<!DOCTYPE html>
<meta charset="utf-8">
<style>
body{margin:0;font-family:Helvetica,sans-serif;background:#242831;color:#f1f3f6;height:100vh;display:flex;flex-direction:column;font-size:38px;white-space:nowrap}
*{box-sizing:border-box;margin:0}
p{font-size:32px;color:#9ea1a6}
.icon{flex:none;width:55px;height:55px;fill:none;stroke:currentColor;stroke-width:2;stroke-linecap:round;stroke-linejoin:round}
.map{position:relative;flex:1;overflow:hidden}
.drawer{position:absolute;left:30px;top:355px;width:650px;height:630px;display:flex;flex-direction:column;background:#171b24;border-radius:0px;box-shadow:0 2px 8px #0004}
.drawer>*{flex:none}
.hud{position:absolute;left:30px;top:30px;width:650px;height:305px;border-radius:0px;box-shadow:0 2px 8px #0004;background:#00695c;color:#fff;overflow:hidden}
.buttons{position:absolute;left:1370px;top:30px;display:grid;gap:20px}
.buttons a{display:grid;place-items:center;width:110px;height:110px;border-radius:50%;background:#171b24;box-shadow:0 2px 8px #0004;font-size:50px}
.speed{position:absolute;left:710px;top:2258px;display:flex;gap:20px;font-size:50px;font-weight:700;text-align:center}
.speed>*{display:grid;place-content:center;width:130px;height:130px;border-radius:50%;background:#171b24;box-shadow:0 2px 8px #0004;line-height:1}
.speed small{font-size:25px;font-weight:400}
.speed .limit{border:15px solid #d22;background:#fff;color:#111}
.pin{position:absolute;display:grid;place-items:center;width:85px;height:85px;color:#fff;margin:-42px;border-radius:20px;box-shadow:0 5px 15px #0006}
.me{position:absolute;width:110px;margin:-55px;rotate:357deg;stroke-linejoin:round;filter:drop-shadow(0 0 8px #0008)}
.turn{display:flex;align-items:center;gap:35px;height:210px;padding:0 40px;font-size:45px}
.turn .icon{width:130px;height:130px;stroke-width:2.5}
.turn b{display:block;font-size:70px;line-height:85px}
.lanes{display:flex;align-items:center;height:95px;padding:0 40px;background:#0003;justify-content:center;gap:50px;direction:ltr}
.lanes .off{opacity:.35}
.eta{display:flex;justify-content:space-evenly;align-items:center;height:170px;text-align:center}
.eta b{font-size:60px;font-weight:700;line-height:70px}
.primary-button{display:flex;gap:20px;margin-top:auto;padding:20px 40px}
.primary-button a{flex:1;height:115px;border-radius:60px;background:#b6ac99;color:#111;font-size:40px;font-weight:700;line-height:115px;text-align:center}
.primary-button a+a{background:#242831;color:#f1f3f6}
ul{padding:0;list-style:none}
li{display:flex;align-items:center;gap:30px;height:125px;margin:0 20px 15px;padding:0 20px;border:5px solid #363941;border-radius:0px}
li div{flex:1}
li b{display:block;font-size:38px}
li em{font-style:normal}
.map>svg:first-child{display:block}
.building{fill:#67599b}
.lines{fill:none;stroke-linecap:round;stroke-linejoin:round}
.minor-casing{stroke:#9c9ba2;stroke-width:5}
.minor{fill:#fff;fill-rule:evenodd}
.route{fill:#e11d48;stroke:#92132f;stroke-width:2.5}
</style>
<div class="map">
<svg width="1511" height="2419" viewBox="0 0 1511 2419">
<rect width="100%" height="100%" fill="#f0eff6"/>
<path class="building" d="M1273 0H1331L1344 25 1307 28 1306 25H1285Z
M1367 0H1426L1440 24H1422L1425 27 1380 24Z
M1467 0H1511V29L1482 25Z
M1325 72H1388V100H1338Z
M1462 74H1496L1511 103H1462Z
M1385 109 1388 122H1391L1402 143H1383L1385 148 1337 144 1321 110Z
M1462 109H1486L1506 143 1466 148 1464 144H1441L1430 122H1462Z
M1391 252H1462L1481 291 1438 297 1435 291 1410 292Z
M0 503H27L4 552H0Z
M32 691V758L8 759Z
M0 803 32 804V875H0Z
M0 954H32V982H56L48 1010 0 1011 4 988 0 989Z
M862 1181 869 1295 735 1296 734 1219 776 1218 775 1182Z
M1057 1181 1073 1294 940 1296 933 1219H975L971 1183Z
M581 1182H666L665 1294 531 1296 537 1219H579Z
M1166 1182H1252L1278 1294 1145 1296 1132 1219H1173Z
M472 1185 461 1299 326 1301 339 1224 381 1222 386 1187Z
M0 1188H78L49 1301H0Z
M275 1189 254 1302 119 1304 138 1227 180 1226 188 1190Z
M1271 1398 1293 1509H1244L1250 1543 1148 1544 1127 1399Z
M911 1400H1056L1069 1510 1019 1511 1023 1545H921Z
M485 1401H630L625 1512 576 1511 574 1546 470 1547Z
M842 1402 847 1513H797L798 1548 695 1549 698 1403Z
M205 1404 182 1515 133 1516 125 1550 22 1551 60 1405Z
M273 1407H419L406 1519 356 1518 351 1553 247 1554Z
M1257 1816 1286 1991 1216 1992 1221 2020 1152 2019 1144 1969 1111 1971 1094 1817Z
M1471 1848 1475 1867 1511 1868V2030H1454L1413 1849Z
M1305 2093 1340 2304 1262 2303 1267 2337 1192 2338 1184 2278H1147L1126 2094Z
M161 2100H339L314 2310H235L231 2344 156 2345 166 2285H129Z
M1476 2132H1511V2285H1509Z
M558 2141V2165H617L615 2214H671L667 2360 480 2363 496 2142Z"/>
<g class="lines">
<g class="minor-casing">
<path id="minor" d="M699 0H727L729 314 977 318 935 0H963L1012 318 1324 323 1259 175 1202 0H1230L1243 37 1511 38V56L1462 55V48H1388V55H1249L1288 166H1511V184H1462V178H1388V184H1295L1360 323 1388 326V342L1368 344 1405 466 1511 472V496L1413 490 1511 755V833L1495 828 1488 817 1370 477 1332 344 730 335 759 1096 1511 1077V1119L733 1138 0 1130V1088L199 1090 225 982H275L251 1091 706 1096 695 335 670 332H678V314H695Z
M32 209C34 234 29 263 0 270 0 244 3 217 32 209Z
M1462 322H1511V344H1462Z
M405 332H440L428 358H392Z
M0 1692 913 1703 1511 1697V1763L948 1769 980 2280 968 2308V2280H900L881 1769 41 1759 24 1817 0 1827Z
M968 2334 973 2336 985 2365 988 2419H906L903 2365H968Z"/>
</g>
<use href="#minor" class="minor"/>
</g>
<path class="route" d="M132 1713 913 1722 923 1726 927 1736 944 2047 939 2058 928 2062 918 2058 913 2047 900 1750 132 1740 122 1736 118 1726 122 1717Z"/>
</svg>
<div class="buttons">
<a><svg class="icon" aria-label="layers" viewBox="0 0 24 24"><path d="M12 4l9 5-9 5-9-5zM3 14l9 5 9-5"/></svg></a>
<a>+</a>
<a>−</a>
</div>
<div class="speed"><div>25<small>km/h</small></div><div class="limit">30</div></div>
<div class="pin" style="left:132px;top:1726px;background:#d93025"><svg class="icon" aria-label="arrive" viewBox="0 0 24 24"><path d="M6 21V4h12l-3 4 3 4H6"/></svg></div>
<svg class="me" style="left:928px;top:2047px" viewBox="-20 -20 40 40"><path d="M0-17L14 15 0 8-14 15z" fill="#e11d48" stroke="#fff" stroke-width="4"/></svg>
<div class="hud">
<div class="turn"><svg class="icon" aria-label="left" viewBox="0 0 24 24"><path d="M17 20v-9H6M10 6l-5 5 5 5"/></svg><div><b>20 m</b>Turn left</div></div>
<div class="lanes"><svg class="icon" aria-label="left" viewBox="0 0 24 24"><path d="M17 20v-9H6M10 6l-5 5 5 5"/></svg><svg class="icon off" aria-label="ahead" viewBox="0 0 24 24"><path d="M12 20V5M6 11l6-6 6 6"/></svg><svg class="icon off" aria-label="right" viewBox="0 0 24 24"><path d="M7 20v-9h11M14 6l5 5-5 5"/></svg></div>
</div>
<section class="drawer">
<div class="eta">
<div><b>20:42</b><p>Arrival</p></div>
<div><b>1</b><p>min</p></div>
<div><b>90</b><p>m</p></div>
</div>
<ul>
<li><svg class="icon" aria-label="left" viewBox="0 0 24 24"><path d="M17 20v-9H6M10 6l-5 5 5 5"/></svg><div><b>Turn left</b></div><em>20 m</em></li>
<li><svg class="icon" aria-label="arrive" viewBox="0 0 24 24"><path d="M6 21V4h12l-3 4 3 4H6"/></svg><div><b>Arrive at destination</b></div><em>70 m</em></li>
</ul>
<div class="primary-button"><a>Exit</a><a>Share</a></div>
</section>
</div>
..........
Search the listing above for the string "content". Copy every line that contains it.

.speed>*{display:grid;place-content:center;width:130px;height:130px;border-radius:50%;background:#171b24;box-shadow:0 2px 8px #0004;line-height:1}
.lanes{display:flex;align-items:center;height:95px;padding:0 40px;background:#0003;justify-content:center;gap:50px;direction:ltr}
.eta{display:flex;justify-content:space-evenly;align-items:center;height:170px;text-align:center}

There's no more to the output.